As you no doubt appreciate, bookmakers regularly share news and information with each other in relation to their industry. This is to be expected.

However, what you may not appreciate is that there is strong evidence to suggest that bookmakers are sharing personal information regarding their players with other unrelated bookmakers. If this is occurring then it is illegal and immoral.

As an arber, what you need to understand is how to react to the possibility that your information is being shared among bookmakers. As we will describe below, there are two streams of information sharing: a) within the same ownership group of companies; and b) between unrelated bookmakers.

The reason being, once you are flagged as an arber and subsequently limited with one bookmaker it appears you can be quickly limited by other bookmakers.

  1. Shared player databases within the same ownership group

It is common for more than one bookmaker to be owned by the same group. This allows for economies of scale in relation to their required bankrolls and also reduces the risk of unbalanced books.

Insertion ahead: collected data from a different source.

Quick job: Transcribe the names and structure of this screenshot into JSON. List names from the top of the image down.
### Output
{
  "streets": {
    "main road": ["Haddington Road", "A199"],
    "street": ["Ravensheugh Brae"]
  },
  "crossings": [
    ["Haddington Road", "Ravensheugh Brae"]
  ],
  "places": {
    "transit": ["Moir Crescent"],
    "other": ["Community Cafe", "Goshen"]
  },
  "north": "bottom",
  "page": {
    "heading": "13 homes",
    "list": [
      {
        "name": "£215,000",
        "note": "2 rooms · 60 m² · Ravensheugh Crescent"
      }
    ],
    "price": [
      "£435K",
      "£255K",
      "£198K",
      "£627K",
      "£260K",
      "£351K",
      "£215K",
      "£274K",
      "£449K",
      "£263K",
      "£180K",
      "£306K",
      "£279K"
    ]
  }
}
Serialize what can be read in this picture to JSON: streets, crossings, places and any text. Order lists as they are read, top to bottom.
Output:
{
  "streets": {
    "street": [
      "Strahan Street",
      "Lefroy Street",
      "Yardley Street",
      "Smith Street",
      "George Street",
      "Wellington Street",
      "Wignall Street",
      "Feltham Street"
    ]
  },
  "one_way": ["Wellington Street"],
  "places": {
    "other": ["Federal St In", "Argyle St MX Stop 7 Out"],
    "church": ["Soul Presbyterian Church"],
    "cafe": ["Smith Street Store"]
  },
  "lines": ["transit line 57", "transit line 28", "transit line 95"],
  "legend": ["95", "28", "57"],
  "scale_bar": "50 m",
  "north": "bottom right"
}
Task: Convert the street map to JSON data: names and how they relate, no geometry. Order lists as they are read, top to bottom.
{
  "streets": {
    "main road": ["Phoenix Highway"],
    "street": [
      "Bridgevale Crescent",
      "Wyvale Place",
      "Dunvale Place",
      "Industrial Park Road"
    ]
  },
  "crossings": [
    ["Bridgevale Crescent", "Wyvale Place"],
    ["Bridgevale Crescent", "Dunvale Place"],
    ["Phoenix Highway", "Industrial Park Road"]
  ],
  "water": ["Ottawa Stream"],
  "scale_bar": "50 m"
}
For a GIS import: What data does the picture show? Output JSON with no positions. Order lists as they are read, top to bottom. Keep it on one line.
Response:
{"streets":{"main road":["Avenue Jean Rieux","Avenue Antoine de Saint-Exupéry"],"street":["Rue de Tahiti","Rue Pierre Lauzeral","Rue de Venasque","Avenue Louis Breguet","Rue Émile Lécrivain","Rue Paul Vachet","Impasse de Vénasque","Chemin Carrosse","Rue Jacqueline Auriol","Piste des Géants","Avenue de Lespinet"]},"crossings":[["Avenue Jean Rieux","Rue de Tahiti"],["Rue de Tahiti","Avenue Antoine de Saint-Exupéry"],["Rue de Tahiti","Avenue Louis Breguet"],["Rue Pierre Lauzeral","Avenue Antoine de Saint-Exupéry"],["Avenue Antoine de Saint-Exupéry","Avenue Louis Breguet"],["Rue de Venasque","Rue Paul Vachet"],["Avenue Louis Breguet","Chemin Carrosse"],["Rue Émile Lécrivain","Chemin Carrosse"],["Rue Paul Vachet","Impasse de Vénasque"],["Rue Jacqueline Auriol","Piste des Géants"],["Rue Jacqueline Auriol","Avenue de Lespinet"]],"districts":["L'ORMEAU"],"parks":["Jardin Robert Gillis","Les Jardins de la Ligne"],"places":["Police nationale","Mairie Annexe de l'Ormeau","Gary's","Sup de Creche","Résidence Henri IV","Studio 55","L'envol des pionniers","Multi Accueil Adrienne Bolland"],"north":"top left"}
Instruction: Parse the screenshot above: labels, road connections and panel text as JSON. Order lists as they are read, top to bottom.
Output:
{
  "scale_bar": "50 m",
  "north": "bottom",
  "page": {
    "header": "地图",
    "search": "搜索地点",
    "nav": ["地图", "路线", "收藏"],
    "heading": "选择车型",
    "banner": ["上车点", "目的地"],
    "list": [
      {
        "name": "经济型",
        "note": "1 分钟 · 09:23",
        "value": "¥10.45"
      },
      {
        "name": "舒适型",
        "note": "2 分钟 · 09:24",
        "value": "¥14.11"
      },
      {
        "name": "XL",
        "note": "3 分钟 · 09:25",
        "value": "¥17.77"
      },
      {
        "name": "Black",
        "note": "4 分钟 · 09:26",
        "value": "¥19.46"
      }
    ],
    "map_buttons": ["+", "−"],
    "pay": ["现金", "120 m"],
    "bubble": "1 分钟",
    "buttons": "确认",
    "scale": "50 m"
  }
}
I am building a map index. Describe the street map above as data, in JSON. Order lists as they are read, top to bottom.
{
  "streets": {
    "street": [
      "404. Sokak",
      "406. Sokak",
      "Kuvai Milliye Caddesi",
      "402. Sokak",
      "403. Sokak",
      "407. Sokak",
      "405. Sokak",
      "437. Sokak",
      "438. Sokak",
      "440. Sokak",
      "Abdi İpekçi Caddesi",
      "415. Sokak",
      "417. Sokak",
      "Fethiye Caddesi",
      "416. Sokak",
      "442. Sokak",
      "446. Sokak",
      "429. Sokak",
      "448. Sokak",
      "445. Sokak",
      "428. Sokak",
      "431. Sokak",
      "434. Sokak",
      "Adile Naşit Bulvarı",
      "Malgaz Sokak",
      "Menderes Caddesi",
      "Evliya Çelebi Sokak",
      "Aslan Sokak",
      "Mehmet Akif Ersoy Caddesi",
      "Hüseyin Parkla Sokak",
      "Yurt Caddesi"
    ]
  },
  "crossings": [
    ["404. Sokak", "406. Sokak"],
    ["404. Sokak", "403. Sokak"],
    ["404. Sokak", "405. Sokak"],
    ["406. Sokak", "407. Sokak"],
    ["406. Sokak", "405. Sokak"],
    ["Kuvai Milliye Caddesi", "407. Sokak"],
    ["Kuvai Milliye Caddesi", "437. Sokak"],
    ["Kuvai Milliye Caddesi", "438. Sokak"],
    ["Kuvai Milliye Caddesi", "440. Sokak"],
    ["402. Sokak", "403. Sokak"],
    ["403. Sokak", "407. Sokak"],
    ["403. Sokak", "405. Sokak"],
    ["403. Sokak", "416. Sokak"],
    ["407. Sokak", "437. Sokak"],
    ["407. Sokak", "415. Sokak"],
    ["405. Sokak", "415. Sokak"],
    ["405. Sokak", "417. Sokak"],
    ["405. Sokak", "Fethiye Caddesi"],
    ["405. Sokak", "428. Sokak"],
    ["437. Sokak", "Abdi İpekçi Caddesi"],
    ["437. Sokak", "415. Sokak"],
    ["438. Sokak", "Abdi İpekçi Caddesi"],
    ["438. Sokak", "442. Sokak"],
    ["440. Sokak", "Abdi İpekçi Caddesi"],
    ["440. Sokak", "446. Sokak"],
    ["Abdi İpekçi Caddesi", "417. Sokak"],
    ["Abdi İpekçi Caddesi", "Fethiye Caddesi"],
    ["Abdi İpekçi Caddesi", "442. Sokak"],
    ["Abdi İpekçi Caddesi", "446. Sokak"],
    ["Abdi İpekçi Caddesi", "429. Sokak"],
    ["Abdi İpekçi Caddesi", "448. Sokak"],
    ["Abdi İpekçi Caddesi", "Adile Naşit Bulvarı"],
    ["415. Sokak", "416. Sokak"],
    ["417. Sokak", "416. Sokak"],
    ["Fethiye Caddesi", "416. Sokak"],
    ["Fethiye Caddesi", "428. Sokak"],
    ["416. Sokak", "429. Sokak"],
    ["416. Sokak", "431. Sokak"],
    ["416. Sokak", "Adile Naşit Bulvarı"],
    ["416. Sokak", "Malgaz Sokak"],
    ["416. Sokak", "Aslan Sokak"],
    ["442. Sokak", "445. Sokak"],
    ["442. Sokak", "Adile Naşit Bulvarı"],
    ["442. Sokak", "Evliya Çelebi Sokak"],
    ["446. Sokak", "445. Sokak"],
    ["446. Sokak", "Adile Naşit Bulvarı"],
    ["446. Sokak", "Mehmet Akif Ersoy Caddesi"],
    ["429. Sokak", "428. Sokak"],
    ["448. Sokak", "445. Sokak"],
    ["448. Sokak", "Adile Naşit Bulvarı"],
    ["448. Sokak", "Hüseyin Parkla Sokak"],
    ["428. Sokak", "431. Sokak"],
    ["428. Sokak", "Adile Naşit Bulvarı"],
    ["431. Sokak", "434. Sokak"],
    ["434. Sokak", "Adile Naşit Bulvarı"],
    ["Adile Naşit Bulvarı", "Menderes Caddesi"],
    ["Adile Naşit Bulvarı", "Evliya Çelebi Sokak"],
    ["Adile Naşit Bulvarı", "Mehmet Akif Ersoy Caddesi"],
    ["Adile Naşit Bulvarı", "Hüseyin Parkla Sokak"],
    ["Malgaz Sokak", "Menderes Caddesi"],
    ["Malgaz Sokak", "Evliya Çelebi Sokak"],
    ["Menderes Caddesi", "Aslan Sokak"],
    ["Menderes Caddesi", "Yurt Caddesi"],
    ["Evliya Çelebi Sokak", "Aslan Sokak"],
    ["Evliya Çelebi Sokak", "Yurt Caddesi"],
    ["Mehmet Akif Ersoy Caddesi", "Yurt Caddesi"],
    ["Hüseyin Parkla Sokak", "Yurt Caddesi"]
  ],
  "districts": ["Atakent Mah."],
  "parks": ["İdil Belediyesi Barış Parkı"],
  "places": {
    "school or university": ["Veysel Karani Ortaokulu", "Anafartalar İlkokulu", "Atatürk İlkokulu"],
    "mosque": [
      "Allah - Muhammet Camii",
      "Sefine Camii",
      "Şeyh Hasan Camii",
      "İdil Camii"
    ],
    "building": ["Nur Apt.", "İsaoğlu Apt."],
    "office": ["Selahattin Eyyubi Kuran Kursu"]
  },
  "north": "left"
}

From a punter’s point of view, you can setup a player account (and secure the sign-up bonus) at each bookmaker, but the sports/leagues/lines provided and the odds offered are entirely the same.

Unfortunately, what is also the same is the betting limits of players that are registered with both bookmakers within the same ownership group. For example, if you have registered with Betsafe and also with Betsson then your betting limits will be shared across the two bookmakers – as soon as one is restricted then so will be the other.

Arbers need to be aware of this and be able to take full advantage – registrations at bookmakers within the same ownership group should be made concurrently where possible, and sign-up bonuses fully utilised and conditions met before limitation arrives.

For example, let’s assume you have registered at Betsafe, claimed the sign-up bonus, played through the conditions of the bonus, and then subsequently get limited as a result of your arbing activities; should you now try to claim the sign-up bonus at Betsson (same parent company) you will notice your betting limits are immediately reduced and too low to be able to meet the conditions of the bonus bet – thus rendering the bonus bet useless.

Many offshore bookmakers are interrelated in much the same way so before registering with any bookmaker please do your research carefully.

  1. Shared player databases across unrelated bookmakers

Recently a bookmaker representative has made allegations that a secret database of punters exists and is run by a third-party payment processor. This secret database is allegedly shared among unrelated bookmakers in an attempt to identify undesirable players (i.e. arbers, winners, and professional punters).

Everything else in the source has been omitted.